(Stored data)
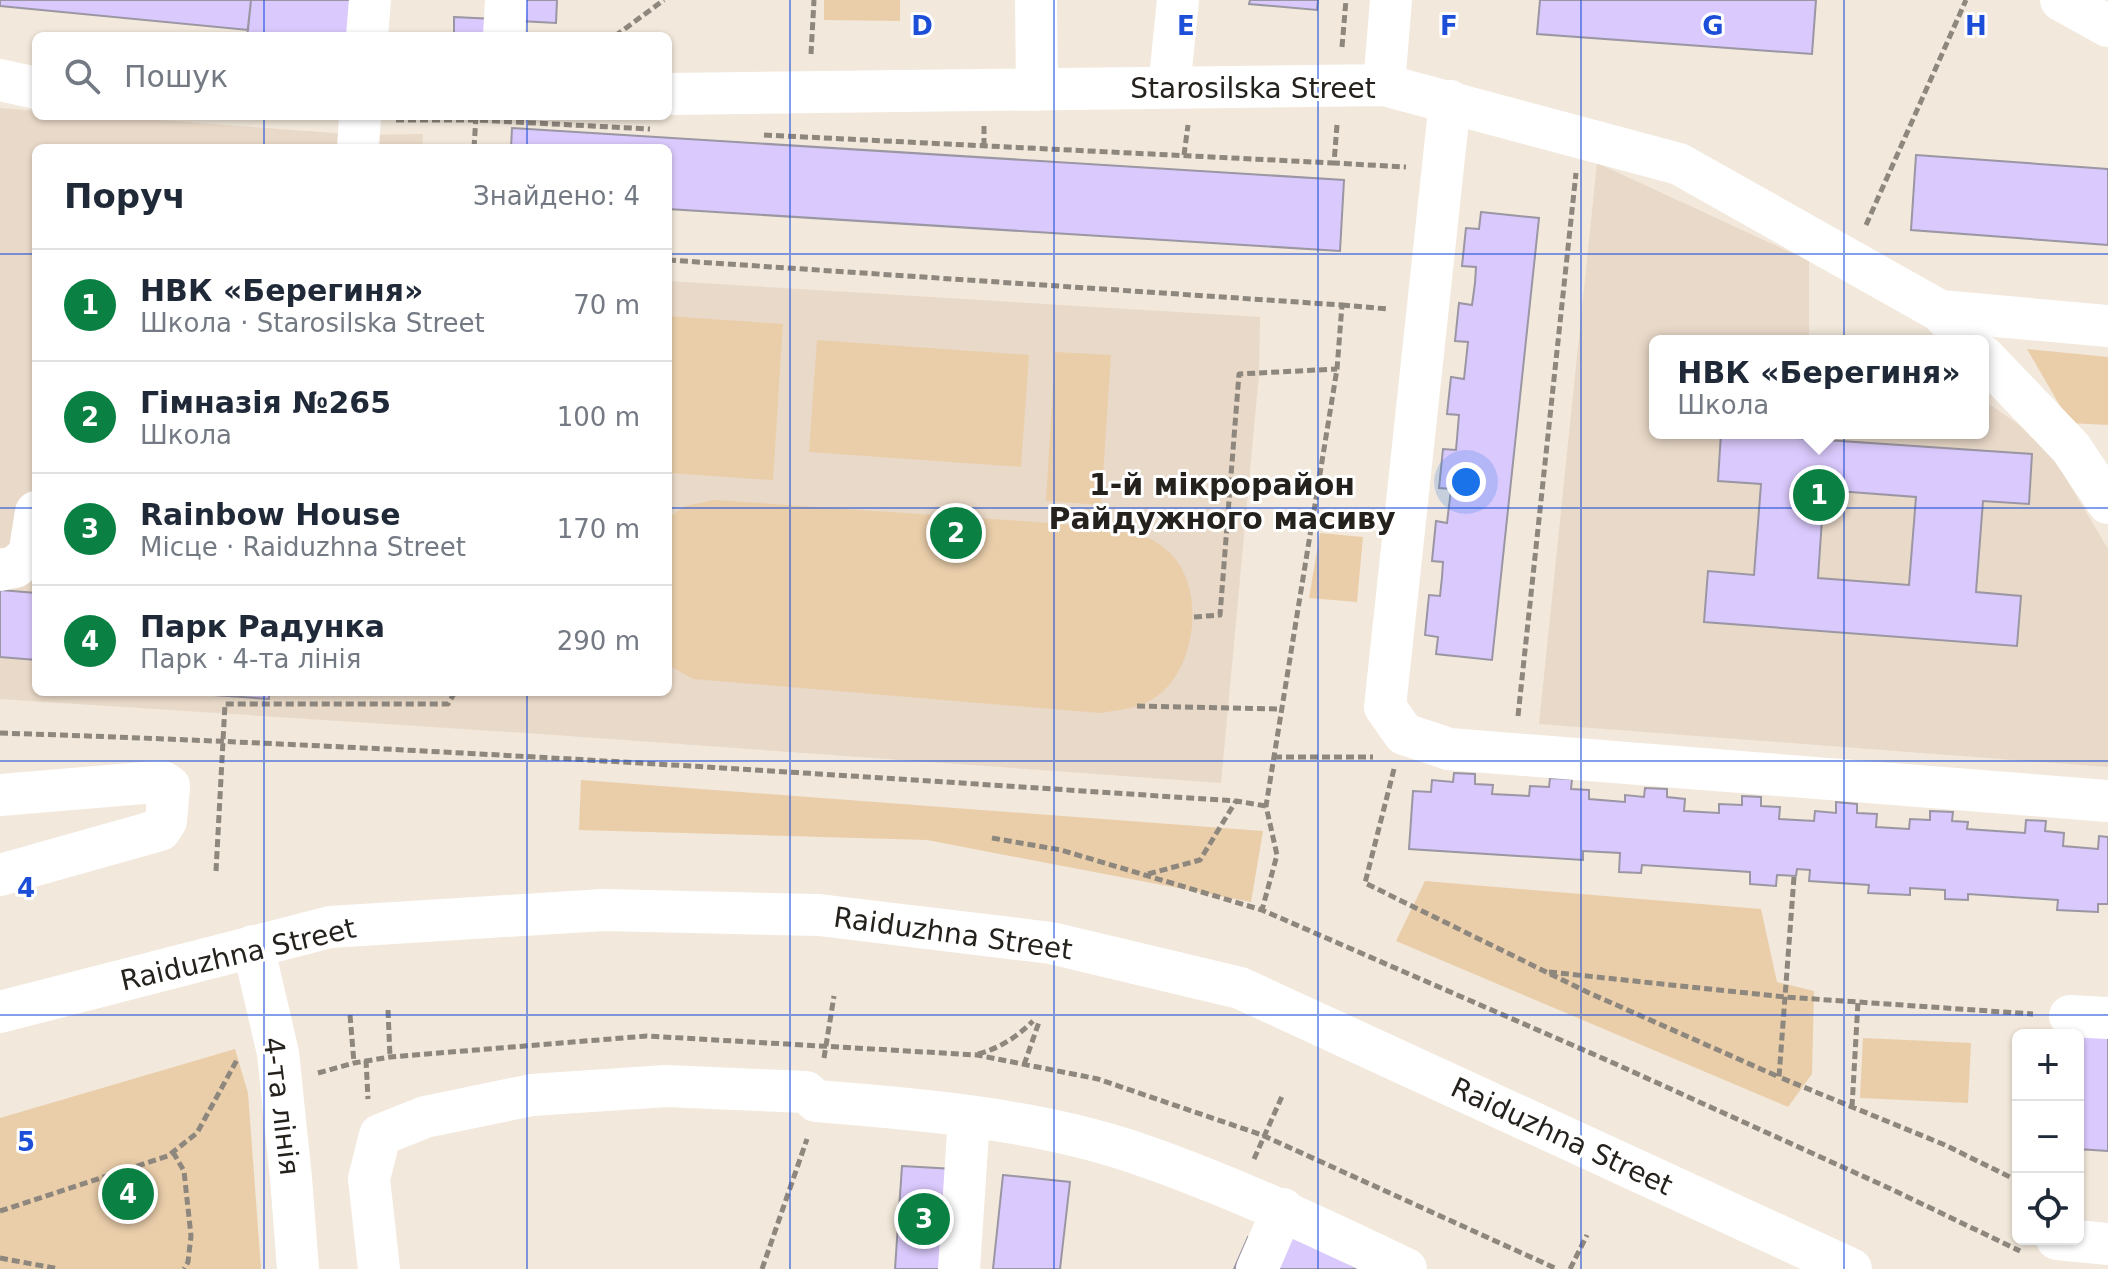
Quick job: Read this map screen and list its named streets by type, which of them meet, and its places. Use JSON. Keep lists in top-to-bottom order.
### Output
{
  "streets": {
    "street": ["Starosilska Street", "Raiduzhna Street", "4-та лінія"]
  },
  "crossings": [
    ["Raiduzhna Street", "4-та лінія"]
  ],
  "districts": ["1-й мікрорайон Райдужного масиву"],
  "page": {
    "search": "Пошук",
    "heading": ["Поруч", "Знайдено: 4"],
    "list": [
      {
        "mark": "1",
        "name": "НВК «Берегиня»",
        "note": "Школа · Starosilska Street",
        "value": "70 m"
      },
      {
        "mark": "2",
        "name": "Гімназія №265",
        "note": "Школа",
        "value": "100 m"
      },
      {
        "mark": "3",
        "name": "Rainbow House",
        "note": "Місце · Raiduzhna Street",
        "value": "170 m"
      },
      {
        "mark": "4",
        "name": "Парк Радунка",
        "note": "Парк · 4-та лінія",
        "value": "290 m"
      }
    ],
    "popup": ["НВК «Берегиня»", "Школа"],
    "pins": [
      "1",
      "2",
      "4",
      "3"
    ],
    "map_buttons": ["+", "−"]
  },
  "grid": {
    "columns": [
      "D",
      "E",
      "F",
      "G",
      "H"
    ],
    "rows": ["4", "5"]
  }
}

* [WHAT THE TASK REQUIRES] Pull each line containing "value" from the records.

* [TASK OUTPUT]
        "value": "70 m"
        "value": "100 m"
        "value": "170 m"
        "value": "290 m"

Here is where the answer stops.